It’s a very important turning point in one’s development when they decide what really turns them on or not when it comes to the kind of guitar music you want to listen to. I had become very opinionated at a very young age, and this of course went hand in hand with the fact that I was absorbing so much and playing at such a high level for a young person. In those days, I had started off on Classical guitar, which gave me an enormous respect for the instrument in general, especially with my little ten year-old fingers doing all that stretching. I quickly fell for The Beatles when they came out, and had to rush out and get an electric guitar the very next day!

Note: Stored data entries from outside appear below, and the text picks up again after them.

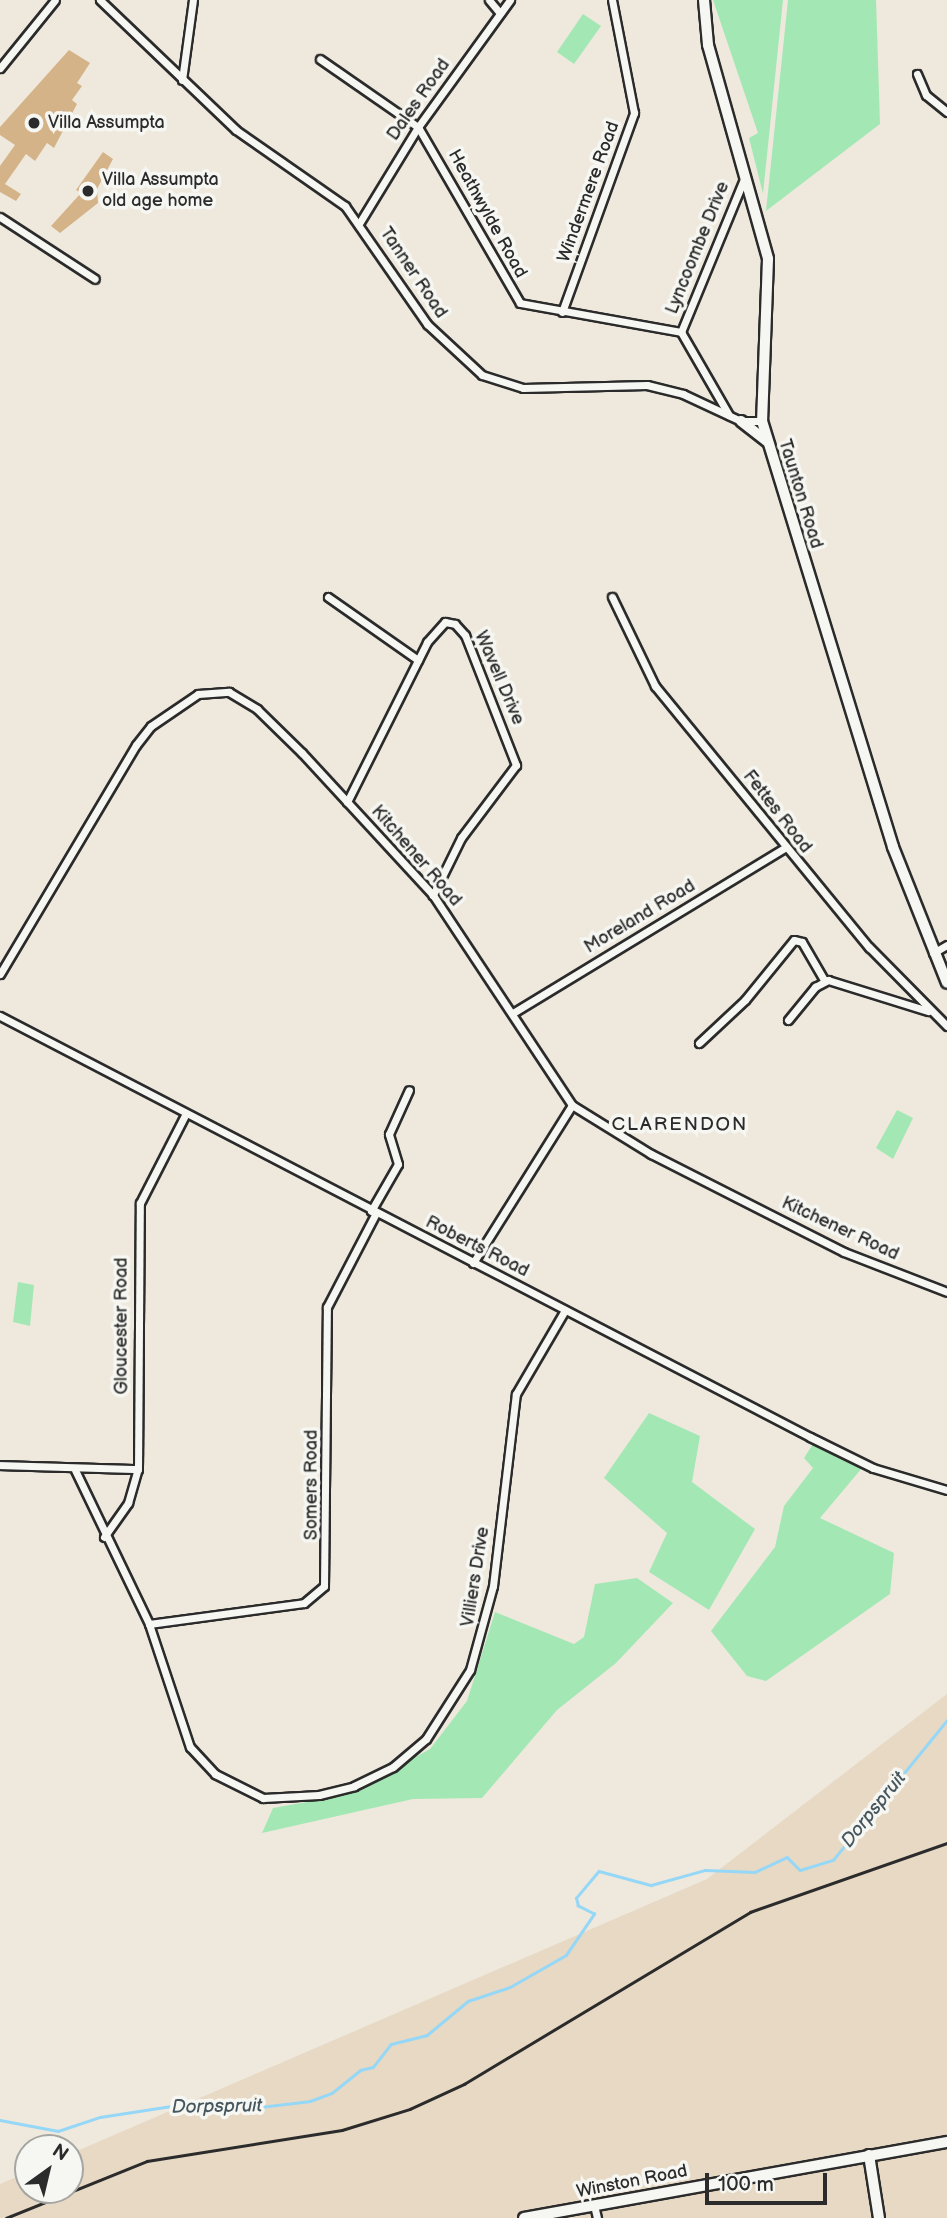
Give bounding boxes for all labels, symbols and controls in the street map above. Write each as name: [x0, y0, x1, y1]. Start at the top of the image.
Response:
street label: Dales Road: [383, 55, 455, 145]
place label: Villa Assumpta: [48, 112, 165, 134]
marker: Villa Assumpta: [26, 115, 42, 131]
street label: Windermere Road: [554, 119, 624, 265]
street label: Heathwylde Road: [443, 146, 531, 282]
place label: Villa Assumpta old age home: [102, 170, 219, 212]
street label: Lyncoombe Drive: [662, 179, 734, 317]
marker: Villa Assumpta old age home: [80, 183, 96, 199]
street label: Tanner Road: [375, 223, 451, 323]
street label: Taunton Road: [773, 437, 827, 551]
street label: Wavell Drive: [470, 628, 528, 728]
street label: Fettes Road: [738, 766, 816, 858]
street label: Kitchener Road: [366, 801, 466, 911]
street label: Moreland Road: [581, 875, 699, 959]
district label: CLARENDON: [613, 1114, 747, 1136]
street label: Kitchener Road: [778, 1192, 902, 1266]
street label: Roberts Road: [422, 1212, 532, 1282]
street label: Gloucester Road: [111, 1257, 133, 1395]
street label: Somers Road: [301, 1430, 323, 1540]
street label: Villiers Drive: [457, 1526, 495, 1628]
water label: Dorpspruit: [837, 1768, 911, 1852]
water label: Dorpspruit: [172, 2095, 262, 2119]
north arrow: [14, 2134, 84, 2204]
text: N: [48, 2139, 72, 2166]
scale bar: [709, 2158, 832, 2202]
street label: Winston Road: [575, 2161, 689, 2203]
text: 100 m: [718, 2172, 774, 2197]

This basically meant I was to go on a path that so many other players of that era followed….where we loved the pop music of the time, and quickly got into the roots of it, just the way these bands we loved had done. It was so amazing to think that it took British bands like the Beatles and The Stones, and many more, to show the Americans what we had been missing for as little as five years! It seemed as if the “roots” of Rock n’ Roll had vanished, and the Chuck Berrys and even the Elvis’s had left our consciousness. But what the phenomenon of The Beatles and others caused was that we all now wanted to play, and have bands of our own, and be cool “like that!” This caused me to start looking into the root of what caused these players to sound the way they sounded, and before I knew it, I was listening to Carl Perkins, Chuck Berry, Bo Diddley, Son House, Robert Johnson, Hank Williams and on and on.
But what was also happening was me learning what impressed my ear and what didn’t. I was having a simultaneous love affair with Country as well as Blues guitar, and loved the sound of a pedal steel as much as Delta Blues slide! In my opinion, all of these early forms of great American “roots” music are not really all that different from one another, and all you have to do is listen to the great “singing brakeman” Jimmie Rodgers to know just how fine that Country/Blues division line is!
Many youngsters these days are attracted to the players who can shred the fastest, and who have the most showmanship in their acts, which I guess has always been a factor, but eventually the guitar taste buds must start to branch out and become more refined. It’s kind of like wanted your first car to be a Corvette, and to immediately go from 0-60 in 3 seconds! Eventually, you have to slow it down, and start to appreciate more of the subtleties in guitar playing, and the players who bring out the many interesting and emotive nuances of this instrument we love so much!
So as you’re listening to Randy Rhoads, a great player, also take the time to see the subtleties of a B.B. King, for example. Or while Black Sabbath may turn you on, take a listen to Son House, and hear that same kind of power emitting from one man and his guitar! Fine tune your listening skills, and you’ll inevitably be fine-tuning your playing too!